Cash gold shrugged off weakening U.S. bullion futures to jump as much as 1 percent on Wednesday as buyers snapped up gold bars, coins and nuggets after prices touched their lowest in more than two years the session before.
But bullion is not out of the woods yet as investors continued to shift holdings from exchange-traded funds, even as the upturn in physical buying led to a shortage of gold bars in Hong Kong and Singapore.
Gold hit a session high of $1,381.80 an ounce and was standing at $1,370.84 by 0611 GMT, up $3.05. The metal, which tumbled to $1,321.35 on Tuesday, has fallen about 18 percent so far this year after an unbroken 12-year string of gains.
"People are actually buying everything, gold bars, gold coins. People are rushing to get a hand on it. We have a problem meeting the demand because we are unable to get new supply," said Brian Lan, managing director of GoldSilver Central Pte Ltd in Singapore.
"There's a huge backlog. It's the same for silver. So far sentiment seems to be improving. Even the price has more or less stabilised."
The purchases pushed up premiums for gold bars in Singapore to their highest in 18 months at $1.70 an ounce to spot London prices, but demand from top consumer India was surprisingly low despite the wedding season.
"India is sleeping. I mean, they are buying some gold but in small quantities. We don't see a rush even though the price has come off," said a physical dealer in Singapore.
India celebrates Akshaya Tritiya, a key gold-buying festival, next month, while the wedding season will continue until early June. Indian parents typically give gold jewellery to their daughters when they marry.
U.S. gold futures, which sometimes dictate spot gold prices, slipped more than 1 percent after investors dumped holdings of gold-backed exchange-traded funds and as the contract caught up with a recent sell-off in the cash market.
SPDR Gold Trust, the world's largest gold-backed ETF, said its holdings fell 0.73 percent to 1,145.92 tonnes on Tuesday from 1,154.34 tonnes on Monday. Holdings of global gold ETFs are currently at their lowest since late 2011.
On Monday, spot gold recorded its biggest ever daily fall in dollar terms - catching gold bulls, speculators and veteran investors by surprise.
The asset, usually seen as a so-called safe haven, has failed to capitalise on tensions in the Korean peninsula and has been hit by uncertainty over the U.S. Federal Reserve's stimulus programme.
Worries are also festering that other indebted euro zone countries could follow Cyprus' plan to sell bullion reserves to raise cash.
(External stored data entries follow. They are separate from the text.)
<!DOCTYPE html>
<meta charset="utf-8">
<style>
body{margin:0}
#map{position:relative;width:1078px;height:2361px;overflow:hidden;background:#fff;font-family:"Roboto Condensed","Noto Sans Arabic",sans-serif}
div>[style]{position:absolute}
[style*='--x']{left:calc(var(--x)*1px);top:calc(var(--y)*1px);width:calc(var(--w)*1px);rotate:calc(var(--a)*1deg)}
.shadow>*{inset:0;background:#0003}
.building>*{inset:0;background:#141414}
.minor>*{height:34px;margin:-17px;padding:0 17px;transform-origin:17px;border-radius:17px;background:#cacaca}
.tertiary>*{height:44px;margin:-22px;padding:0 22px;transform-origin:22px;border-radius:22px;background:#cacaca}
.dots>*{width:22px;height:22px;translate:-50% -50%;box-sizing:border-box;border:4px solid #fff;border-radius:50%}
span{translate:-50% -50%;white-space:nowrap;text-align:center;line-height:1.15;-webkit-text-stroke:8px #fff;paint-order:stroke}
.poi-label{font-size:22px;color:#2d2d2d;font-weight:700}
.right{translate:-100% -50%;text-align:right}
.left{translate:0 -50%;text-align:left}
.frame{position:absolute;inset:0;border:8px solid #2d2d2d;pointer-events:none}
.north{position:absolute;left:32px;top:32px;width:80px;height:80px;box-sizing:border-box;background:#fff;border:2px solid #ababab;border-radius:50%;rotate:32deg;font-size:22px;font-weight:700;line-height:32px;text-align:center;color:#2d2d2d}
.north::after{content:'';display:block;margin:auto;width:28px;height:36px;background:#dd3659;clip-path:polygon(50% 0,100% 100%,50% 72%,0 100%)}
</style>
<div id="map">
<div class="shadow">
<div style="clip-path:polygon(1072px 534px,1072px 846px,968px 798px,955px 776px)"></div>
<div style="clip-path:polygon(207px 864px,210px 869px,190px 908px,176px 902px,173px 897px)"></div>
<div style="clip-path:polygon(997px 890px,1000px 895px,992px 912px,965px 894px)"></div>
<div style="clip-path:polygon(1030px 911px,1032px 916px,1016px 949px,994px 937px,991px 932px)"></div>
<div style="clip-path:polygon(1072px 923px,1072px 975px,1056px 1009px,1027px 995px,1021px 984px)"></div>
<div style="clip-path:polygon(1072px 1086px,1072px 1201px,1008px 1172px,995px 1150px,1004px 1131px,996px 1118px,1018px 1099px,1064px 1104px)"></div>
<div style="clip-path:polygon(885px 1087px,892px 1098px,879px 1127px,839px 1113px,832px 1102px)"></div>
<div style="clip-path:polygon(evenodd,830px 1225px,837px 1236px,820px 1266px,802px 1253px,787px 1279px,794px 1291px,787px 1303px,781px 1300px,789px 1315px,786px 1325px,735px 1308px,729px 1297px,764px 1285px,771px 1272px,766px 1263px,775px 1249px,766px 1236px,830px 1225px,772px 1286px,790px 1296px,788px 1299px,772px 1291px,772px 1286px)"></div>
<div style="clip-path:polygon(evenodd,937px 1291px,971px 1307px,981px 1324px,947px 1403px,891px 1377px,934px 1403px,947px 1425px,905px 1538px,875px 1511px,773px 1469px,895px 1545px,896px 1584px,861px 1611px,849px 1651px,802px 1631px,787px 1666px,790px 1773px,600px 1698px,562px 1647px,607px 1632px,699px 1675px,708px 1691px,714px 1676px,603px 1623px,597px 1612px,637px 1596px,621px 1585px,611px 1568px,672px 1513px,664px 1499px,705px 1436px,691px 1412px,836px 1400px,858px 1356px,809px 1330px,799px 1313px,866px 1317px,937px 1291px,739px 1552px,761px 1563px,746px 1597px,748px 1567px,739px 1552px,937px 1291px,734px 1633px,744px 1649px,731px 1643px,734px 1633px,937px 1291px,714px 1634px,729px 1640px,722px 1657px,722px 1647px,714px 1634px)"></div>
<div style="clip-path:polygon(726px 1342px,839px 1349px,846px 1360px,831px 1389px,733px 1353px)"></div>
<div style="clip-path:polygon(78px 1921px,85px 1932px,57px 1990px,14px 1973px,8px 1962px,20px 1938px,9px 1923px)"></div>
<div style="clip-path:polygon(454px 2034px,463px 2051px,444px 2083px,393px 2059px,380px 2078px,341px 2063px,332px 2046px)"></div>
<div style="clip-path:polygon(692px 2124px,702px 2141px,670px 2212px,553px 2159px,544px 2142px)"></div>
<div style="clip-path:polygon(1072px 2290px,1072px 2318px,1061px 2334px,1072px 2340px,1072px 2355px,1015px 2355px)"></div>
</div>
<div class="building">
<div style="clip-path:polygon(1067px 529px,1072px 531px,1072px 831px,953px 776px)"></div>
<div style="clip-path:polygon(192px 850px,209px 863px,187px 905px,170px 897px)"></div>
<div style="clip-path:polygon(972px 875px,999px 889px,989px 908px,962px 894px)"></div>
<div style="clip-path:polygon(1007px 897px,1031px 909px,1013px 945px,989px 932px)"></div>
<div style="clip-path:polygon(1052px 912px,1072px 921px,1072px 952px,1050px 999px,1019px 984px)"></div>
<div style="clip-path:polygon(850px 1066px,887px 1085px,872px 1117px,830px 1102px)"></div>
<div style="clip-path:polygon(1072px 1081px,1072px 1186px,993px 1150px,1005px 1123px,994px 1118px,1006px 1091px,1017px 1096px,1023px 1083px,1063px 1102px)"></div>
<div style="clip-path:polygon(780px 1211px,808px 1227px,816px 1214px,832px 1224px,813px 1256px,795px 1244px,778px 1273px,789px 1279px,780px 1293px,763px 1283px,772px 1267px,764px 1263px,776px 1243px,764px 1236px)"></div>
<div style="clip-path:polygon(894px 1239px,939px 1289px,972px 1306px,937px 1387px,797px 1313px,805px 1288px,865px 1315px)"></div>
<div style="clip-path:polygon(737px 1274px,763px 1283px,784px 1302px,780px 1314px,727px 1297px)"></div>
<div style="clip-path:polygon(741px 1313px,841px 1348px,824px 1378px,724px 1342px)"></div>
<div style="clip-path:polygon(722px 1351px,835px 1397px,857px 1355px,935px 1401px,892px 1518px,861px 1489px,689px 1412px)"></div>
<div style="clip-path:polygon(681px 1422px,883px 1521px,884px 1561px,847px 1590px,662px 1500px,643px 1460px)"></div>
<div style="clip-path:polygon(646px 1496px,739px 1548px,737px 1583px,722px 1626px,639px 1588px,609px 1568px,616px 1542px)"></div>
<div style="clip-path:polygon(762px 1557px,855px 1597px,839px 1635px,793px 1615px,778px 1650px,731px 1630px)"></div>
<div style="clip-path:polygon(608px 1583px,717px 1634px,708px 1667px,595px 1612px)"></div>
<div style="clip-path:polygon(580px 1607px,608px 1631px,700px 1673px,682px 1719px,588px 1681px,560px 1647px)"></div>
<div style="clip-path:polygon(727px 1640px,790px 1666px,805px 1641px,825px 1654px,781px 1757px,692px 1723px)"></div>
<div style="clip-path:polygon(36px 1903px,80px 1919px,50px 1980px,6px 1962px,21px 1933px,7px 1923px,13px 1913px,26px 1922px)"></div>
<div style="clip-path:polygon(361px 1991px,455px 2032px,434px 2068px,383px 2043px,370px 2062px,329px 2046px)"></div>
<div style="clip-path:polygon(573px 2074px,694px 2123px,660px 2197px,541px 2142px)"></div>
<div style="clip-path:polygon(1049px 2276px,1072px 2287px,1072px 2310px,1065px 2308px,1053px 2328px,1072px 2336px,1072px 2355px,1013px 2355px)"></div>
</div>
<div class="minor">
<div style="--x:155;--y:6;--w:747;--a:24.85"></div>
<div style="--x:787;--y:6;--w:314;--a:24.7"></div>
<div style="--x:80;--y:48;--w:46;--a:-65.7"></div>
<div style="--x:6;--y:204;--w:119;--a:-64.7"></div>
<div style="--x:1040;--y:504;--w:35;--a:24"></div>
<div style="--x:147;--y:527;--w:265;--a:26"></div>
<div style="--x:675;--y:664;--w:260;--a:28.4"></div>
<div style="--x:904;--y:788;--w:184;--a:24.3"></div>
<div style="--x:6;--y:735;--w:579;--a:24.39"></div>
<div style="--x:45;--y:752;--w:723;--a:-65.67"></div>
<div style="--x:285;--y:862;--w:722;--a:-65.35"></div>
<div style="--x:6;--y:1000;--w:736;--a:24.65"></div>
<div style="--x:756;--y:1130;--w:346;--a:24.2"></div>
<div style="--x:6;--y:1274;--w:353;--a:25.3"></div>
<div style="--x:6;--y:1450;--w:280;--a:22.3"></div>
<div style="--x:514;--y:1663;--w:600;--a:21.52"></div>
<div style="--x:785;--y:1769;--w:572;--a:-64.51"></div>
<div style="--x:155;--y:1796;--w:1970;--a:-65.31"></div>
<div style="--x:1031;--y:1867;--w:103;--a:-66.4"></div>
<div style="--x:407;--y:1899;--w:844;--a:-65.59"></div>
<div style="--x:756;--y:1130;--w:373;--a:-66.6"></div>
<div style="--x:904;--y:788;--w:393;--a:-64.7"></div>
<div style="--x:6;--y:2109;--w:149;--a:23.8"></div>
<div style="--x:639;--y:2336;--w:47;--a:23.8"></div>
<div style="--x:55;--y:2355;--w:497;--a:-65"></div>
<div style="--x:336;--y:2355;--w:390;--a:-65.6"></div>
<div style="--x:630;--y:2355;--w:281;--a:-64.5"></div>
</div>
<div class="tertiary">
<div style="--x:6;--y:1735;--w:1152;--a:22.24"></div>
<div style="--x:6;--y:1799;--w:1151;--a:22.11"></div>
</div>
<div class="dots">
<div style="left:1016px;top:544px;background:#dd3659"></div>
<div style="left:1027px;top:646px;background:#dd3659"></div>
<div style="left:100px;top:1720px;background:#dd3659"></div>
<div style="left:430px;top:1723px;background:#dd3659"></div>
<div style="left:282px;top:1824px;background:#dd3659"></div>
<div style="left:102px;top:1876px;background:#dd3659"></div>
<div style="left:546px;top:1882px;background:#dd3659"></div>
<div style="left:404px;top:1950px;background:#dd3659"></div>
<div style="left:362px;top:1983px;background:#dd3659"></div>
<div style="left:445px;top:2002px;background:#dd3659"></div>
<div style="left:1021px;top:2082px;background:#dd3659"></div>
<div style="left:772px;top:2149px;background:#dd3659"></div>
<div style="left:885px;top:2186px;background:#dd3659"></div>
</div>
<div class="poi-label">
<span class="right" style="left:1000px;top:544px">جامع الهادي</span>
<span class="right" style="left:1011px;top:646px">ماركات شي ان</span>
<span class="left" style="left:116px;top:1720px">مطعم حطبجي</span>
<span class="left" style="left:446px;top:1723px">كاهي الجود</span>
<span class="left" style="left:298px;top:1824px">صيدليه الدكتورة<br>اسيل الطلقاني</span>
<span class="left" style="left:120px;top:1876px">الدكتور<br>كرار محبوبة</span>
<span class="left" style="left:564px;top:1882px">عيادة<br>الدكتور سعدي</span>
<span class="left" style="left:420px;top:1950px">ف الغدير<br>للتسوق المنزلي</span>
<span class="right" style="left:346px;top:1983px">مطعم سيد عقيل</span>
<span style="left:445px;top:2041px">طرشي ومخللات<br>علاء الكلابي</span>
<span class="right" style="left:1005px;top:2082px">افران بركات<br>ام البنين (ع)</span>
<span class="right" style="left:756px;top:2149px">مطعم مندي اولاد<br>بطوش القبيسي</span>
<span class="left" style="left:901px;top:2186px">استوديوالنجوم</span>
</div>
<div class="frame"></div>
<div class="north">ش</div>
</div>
"Over a 1-6 month time horizon, risks remain to the downside, given the negative trend and merely neutral fundamentals," said Credit Suisse in a report. "We are thus downgrading our 3-month outlook to negative, and expect prices of $1,300 in three months."
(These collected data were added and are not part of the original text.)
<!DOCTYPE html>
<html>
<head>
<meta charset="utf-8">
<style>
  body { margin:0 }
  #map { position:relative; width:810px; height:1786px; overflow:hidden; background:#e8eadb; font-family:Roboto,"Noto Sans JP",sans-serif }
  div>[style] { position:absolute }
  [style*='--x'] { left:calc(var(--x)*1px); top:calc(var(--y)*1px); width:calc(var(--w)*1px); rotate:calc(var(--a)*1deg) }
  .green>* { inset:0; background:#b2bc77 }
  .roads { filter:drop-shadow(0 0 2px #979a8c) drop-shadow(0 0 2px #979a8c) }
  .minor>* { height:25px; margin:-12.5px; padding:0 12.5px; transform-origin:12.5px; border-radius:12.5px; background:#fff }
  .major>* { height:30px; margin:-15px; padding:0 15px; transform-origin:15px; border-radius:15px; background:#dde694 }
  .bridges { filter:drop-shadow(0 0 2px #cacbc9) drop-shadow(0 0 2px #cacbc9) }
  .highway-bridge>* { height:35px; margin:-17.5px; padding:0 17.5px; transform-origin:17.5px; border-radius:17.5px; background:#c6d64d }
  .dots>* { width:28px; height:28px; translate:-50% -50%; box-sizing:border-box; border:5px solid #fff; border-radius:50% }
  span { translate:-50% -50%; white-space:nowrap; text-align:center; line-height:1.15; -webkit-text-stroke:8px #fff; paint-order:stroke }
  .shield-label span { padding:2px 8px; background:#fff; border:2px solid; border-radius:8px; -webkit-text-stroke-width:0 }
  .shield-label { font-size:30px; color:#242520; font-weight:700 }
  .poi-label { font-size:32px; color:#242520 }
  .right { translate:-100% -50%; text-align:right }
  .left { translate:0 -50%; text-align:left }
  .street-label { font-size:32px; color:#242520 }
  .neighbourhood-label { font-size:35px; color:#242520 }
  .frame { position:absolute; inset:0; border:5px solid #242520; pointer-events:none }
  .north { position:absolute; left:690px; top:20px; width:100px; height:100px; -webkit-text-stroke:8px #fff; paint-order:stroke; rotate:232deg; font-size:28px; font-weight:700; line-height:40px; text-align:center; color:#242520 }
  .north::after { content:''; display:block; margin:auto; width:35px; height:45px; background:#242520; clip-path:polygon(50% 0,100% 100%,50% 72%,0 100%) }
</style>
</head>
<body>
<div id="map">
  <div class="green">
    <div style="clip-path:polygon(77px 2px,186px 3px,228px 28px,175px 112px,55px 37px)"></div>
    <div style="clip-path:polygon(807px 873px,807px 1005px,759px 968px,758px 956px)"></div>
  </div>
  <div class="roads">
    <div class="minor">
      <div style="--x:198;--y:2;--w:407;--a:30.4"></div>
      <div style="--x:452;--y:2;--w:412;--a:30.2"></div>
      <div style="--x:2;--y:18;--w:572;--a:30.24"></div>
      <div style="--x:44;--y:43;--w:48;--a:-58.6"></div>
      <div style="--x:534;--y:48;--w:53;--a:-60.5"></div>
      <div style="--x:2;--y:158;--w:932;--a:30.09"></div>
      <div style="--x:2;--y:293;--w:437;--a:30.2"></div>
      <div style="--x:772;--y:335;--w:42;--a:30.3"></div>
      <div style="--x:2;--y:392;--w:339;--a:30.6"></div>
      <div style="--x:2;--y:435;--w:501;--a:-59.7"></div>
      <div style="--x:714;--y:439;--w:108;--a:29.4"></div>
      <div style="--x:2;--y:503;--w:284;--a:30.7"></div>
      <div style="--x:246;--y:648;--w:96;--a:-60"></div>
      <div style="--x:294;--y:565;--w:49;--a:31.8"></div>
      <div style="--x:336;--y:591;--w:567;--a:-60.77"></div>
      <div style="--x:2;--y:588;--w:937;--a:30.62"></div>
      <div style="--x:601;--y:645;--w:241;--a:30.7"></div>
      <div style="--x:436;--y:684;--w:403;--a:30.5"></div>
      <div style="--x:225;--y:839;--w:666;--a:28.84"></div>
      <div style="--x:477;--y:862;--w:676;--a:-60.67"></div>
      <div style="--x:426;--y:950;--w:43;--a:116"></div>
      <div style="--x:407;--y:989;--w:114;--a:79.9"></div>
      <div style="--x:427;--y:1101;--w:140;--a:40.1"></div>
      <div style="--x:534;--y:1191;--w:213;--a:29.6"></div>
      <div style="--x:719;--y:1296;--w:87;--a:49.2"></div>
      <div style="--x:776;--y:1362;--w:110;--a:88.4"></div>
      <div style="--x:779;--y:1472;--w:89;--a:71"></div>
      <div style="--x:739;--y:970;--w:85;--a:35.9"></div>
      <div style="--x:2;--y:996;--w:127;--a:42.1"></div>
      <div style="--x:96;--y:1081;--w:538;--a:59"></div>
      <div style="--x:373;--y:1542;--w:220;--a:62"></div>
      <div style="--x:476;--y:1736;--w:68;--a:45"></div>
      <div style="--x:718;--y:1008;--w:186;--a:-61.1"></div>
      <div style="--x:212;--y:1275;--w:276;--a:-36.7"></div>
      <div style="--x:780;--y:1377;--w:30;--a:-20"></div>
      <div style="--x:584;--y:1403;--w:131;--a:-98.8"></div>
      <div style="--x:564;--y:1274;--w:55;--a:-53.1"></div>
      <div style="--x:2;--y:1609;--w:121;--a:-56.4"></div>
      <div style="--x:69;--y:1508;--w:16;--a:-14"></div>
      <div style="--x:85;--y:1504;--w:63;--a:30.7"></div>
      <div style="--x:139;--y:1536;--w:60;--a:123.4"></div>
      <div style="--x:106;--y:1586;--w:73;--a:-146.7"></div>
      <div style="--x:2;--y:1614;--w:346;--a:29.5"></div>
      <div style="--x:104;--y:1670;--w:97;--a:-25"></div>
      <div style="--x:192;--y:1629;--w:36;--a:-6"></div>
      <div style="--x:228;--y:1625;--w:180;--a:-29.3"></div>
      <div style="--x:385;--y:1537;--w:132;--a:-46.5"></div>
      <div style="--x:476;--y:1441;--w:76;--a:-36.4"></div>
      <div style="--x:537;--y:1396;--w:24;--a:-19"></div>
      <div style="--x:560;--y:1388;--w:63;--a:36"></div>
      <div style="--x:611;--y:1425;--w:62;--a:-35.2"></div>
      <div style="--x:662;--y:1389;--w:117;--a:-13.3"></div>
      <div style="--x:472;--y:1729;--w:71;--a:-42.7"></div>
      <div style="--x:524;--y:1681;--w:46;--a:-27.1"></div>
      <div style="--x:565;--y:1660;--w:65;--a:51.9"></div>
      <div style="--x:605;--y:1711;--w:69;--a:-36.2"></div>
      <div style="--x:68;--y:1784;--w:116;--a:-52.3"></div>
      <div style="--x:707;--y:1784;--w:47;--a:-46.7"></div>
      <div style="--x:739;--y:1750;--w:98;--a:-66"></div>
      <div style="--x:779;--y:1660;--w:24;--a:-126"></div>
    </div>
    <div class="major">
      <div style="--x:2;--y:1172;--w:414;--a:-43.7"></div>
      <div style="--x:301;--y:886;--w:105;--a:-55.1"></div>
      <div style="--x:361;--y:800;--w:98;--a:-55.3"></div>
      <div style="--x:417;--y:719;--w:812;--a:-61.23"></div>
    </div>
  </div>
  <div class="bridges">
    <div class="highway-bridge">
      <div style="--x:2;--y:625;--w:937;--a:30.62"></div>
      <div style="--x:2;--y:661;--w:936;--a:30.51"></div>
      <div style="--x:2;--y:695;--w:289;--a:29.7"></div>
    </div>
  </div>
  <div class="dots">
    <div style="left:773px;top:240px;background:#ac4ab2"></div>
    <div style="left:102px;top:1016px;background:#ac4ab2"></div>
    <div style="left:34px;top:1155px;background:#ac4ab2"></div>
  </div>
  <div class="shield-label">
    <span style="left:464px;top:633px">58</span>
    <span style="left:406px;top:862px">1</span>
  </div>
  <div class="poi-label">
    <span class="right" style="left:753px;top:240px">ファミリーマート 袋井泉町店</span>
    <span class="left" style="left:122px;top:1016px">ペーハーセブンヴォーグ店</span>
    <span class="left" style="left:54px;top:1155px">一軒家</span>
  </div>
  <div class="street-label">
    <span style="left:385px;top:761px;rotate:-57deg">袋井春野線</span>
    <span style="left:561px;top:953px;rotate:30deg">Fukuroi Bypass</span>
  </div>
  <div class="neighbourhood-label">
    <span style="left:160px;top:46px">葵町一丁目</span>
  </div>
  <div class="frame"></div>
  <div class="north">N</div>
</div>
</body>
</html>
Tokyo gold futures regained strength as the yen weakened, the Nikkei rebounded and physical gold buying picked up. The most active contract, currently February 2014, sank to its lowest since August on Tuesday.
"These days, gold moving by $10 is not really a big thing. I would think panic selling was over by yesterday, but it's still not a normal market. People are still sensitive to movements in the market," said a dealer in Tokyo.
"In Tokyo, we are seeing good physical demand. People are buying physical gold, kilobars. Physical buyers are looking at this dip as a chance to buy," said the dealer, who pegged support at $1,350 an ounce for spot gold.